Exercise directions → Word for word, restate the lines from the start of the data down to the line with "Bounding boxes for the", both included.
(Entries shown)
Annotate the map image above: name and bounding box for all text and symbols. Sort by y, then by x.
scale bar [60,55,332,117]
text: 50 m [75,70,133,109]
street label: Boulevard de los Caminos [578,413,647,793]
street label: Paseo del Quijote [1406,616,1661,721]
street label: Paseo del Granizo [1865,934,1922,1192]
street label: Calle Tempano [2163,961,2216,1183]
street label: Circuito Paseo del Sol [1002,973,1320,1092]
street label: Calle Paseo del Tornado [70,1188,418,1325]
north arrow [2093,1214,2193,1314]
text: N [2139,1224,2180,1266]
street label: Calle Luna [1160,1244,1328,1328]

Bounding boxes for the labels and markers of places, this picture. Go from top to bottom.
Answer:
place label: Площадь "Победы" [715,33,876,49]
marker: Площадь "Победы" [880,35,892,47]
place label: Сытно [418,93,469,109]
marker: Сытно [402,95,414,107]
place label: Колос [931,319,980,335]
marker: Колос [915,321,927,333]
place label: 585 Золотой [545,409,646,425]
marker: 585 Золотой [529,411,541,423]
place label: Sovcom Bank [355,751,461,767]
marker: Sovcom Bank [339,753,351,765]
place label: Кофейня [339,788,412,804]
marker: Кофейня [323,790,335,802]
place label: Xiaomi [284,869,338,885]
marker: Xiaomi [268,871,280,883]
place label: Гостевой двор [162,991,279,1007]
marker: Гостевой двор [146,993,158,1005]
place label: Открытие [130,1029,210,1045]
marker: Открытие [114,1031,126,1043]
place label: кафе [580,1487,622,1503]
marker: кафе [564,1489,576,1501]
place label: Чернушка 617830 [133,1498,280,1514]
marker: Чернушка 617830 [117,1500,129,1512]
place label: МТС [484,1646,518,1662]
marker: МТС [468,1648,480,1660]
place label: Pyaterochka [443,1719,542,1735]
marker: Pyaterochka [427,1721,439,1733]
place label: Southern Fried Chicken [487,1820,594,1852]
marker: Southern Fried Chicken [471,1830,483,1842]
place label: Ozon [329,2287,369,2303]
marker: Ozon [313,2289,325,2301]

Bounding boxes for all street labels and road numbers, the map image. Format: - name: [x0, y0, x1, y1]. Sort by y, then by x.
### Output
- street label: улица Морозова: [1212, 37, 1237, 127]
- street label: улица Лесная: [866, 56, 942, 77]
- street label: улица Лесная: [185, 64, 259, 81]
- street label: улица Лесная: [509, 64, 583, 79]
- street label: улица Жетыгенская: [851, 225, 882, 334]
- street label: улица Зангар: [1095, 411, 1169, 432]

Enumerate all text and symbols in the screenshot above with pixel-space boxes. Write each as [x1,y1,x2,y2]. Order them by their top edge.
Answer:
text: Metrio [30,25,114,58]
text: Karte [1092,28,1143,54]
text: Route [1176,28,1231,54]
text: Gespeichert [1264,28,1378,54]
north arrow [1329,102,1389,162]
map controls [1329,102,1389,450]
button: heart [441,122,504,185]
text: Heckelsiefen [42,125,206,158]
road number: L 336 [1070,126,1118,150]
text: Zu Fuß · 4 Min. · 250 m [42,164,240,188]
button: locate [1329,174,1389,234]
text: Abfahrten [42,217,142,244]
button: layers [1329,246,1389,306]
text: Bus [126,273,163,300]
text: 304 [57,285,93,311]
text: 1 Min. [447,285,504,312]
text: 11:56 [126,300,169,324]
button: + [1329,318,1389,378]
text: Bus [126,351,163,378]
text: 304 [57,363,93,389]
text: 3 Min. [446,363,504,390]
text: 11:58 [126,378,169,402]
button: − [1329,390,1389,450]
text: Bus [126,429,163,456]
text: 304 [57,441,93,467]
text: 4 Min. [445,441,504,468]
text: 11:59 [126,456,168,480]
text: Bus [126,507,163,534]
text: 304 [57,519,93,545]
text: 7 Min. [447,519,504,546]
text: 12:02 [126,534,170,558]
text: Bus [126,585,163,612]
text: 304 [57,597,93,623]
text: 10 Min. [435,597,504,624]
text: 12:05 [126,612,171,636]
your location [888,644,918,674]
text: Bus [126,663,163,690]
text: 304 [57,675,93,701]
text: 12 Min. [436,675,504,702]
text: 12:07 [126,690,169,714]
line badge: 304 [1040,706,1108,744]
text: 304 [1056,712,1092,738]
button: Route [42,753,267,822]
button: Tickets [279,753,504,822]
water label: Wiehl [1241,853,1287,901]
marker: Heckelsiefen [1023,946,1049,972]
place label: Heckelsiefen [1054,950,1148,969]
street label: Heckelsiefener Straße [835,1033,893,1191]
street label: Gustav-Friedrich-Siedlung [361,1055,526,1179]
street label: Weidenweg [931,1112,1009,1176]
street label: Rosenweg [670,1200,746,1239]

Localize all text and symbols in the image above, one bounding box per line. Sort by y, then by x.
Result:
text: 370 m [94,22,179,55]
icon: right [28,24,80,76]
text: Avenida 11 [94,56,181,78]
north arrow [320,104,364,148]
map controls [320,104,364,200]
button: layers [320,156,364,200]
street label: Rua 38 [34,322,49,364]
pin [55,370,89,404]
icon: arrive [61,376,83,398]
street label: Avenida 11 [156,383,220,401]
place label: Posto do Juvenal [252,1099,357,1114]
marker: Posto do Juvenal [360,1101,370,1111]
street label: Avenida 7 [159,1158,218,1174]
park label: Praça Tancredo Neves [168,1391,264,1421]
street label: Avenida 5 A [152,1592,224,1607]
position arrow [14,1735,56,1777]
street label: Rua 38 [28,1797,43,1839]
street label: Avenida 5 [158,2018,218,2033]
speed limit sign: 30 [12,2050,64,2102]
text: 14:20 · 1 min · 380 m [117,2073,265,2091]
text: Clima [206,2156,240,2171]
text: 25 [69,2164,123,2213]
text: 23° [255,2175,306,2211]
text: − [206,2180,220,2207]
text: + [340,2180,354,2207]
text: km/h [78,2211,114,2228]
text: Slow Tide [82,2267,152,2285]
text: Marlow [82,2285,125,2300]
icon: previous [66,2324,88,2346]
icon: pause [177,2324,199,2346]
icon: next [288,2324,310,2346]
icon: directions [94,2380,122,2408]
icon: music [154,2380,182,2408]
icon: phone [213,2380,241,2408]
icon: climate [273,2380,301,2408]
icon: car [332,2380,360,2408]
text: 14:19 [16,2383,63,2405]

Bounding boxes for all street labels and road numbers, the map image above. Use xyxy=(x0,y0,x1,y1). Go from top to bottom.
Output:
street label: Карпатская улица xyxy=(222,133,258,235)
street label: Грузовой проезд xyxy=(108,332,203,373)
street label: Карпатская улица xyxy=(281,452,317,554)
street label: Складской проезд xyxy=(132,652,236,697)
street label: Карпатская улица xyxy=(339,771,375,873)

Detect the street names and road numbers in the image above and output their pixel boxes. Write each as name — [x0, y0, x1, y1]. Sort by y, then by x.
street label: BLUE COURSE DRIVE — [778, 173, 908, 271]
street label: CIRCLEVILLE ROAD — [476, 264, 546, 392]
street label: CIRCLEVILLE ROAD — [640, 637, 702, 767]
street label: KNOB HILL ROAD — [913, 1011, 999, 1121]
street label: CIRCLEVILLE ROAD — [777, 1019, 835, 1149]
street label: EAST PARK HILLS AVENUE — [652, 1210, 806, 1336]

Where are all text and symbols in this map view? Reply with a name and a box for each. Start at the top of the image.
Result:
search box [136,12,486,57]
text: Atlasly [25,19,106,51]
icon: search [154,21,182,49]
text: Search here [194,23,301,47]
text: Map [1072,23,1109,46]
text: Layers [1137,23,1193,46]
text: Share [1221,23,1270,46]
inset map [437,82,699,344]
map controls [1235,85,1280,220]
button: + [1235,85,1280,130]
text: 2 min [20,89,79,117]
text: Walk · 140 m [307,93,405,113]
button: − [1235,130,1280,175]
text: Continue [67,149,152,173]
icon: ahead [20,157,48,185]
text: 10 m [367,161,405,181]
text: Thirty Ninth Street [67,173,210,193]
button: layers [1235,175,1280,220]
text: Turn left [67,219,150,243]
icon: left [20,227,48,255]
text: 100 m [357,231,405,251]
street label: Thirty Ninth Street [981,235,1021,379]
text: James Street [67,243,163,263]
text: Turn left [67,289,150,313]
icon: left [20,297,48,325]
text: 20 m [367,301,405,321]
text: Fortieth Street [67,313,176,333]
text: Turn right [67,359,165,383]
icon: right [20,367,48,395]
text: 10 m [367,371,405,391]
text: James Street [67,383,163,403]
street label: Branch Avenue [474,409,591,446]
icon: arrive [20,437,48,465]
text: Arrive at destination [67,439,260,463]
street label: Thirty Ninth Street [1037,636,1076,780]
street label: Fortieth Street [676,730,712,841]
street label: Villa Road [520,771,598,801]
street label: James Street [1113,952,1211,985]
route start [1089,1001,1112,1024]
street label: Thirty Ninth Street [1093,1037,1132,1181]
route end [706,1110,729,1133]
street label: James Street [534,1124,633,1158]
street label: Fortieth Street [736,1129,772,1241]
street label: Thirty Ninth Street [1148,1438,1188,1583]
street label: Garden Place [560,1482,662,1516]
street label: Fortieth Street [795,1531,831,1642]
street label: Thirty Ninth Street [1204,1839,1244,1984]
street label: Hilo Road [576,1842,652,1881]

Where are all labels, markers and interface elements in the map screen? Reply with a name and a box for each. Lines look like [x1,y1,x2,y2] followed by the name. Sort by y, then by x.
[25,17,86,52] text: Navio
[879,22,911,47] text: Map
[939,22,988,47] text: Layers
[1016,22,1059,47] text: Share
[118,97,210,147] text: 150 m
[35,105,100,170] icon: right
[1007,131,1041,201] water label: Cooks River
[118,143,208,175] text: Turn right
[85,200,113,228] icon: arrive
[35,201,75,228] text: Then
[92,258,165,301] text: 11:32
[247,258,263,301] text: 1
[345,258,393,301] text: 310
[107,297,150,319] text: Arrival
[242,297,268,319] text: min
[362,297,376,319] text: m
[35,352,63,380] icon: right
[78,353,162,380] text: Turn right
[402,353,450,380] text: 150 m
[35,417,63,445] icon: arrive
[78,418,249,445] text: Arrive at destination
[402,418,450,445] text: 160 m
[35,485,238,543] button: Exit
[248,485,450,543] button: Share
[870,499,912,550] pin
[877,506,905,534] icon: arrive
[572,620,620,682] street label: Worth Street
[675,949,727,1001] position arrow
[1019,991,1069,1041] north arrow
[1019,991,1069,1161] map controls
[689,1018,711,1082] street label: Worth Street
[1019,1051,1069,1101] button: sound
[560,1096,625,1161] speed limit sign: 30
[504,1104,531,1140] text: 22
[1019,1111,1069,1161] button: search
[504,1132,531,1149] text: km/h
(End Entries shown)
Answer to the problem →
Annotate the map image above: name and bounding box for all text and symbols. Sort by y, then by x.
scale bar [60,55,332,117]
text: 50 m [75,70,133,109]
street label: Boulevard de los Caminos [578,413,647,793]
street label: Paseo del Quijote [1406,616,1661,721]
street label: Paseo del Granizo [1865,934,1922,1192]
street label: Calle Tempano [2163,961,2216,1183]
street label: Circuito Paseo del Sol [1002,973,1320,1092]
street label: Calle Paseo del Tornado [70,1188,418,1325]
north arrow [2093,1214,2193,1314]
text: N [2139,1224,2180,1266]
street label: Calle Luna [1160,1244,1328,1328]

Bounding boxes for the labels and markers of places, this picture. Go from top to bottom.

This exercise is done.